Many of the boat’s Lebanese passengers hail from impoverished regions in the country’s north including the city of Tripoli, Lebanon’s poorest.

Tripoli has emerged as a illegal migration hub, with most migrant boats departing from its shores.

Wissam Al-Talawi, a Tripoli resident who hails from the northern Akkar region, was among the survivors and is being treated in hospital, his brother Ahmad said.

But the corpses of Wissam’s two daughters, aged five and nine, had been returned to Lebanon where they were buried early on Friday, Ahmad said.

“They left two days ago,” he added.

“(My brother) couldn’t afford his daily expenses, or the cost of enrolling his children in school,” he added, saying Wissam’s wife and two sons remain missing.

Other relatives said they had arrived at Syria’s border to check on their relatives.

Last year Lebanon saw a spike in the number of migrants using its shores to attempt the perilous crossing in overcrowded boats to reach Europe.

In April, the sinking of an overcrowded migrant boat pursued by the Lebanese navy off the northern coast of Tripoli killed dozens of people, sparking anger in the country.

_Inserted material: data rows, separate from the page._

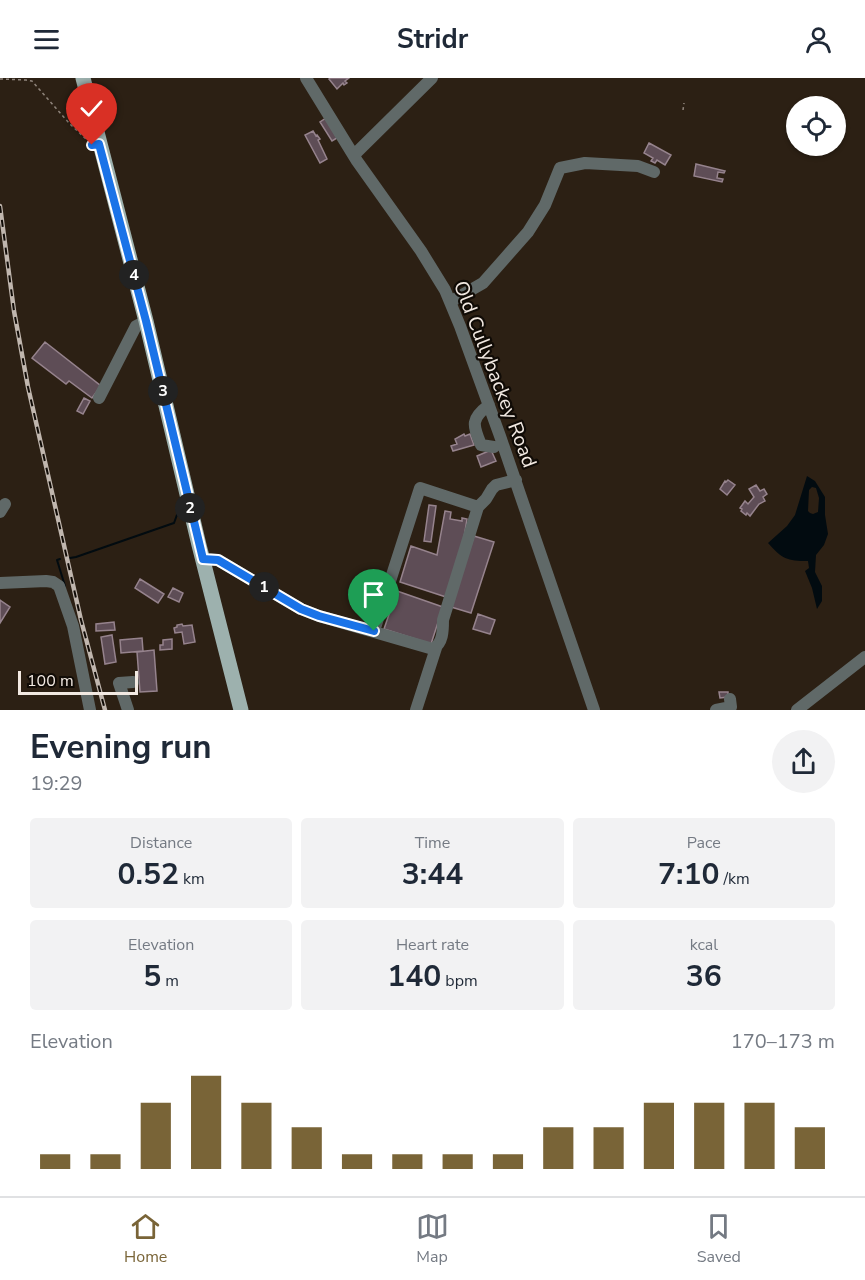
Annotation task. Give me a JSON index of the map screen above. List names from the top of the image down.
{
  "streets": {
    "street": ["Old Cullybackey Road"]
  },
  "scale_bar": "100 m",
  "page": {
    "header": "Stridr",
    "pins": [
      "4",
      "3",
      "2",
      "1"
    ],
    "scale": "100 m",
    "heading": ["Evening run", "19:29"],
    "stats": [
      ["Distance", "0.52 km"],
      ["Time", "3:44"],
      ["Pace", "7:10 /km"],
      ["Elevation", "5 m"],
      ["Heart rate", "140 bpm"],
      ["kcal", "36"]
    ],
    "chart": ["Elevation", "170–173 m"],
    "tabs": ["Home", "Map", "Saved"]
  }
}
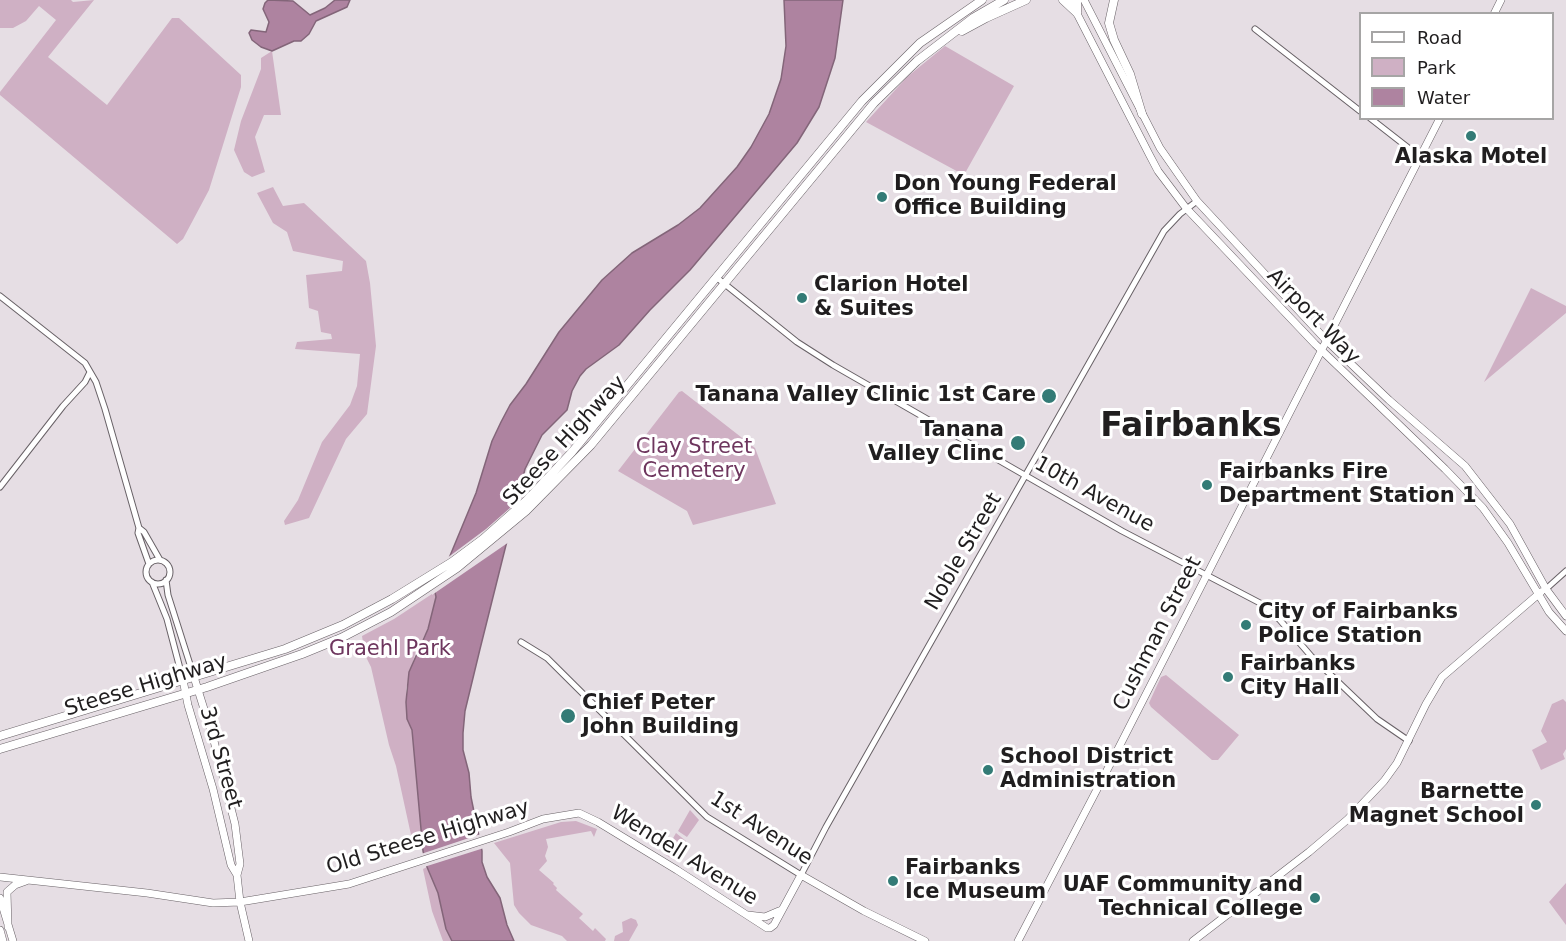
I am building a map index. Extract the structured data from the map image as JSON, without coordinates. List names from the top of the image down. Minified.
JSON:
{"streets":{"highway":["Steese Highway"],"main road":["Airport Way","Noble Street","Cushman Street","3rd Street","1st Avenue","Old Steese Highway","Wendell Avenue"],"street":["10th Avenue"]},"crossings":[["Airport Way","Noble Street"],["Airport Way","Cushman Street"],["Steese Highway","10th Avenue"],["Steese Highway","3rd Street"],["10th Avenue","Noble Street"],["10th Avenue","Cushman Street"],["Noble Street","1st Avenue"],["Noble Street","Wendell Avenue"],["3rd Street","Old Steese Highway"],["Old Steese Highway","Wendell Avenue"]],"districts":["Fairbanks"],"parks":["Clay Street Cemetery","Graehl Park"],"places":["Alaska Motel","Don Young Federal Office Building","Clarion Hotel & Suites","Tanana Valley Clinic 1st Care","Tanana Valley Clinc","Fairbanks Fire Department Station 1","City of Fairbanks Police Station","Fairbanks City Hall","Chief Peter John Building","School District Administration","Barnette Magnet School","Fairbanks Ice Museum","UAF Community and Technical College"],"legend":["Road","Park","Water"]}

The circumstances of that incident were not entirely clear, with some on board claiming the navy rammed their vessel, while officials insisted the smugglers attempted reckless escape manoeuvres.

Many of the bodies were never recovered.

On September 13, Turkey’s coastguard announced the death of six migrants, including two babies, and rescued 73 people trying to reach Europe, off the coast of the southwestern province of aft.

They had reportedly boarded from Tripoli in Lebanon in an attempt to reach Italy.

Most of the boats setting off from Lebanon head for European Union member Cyprus, an island 175 kilometers away to the west.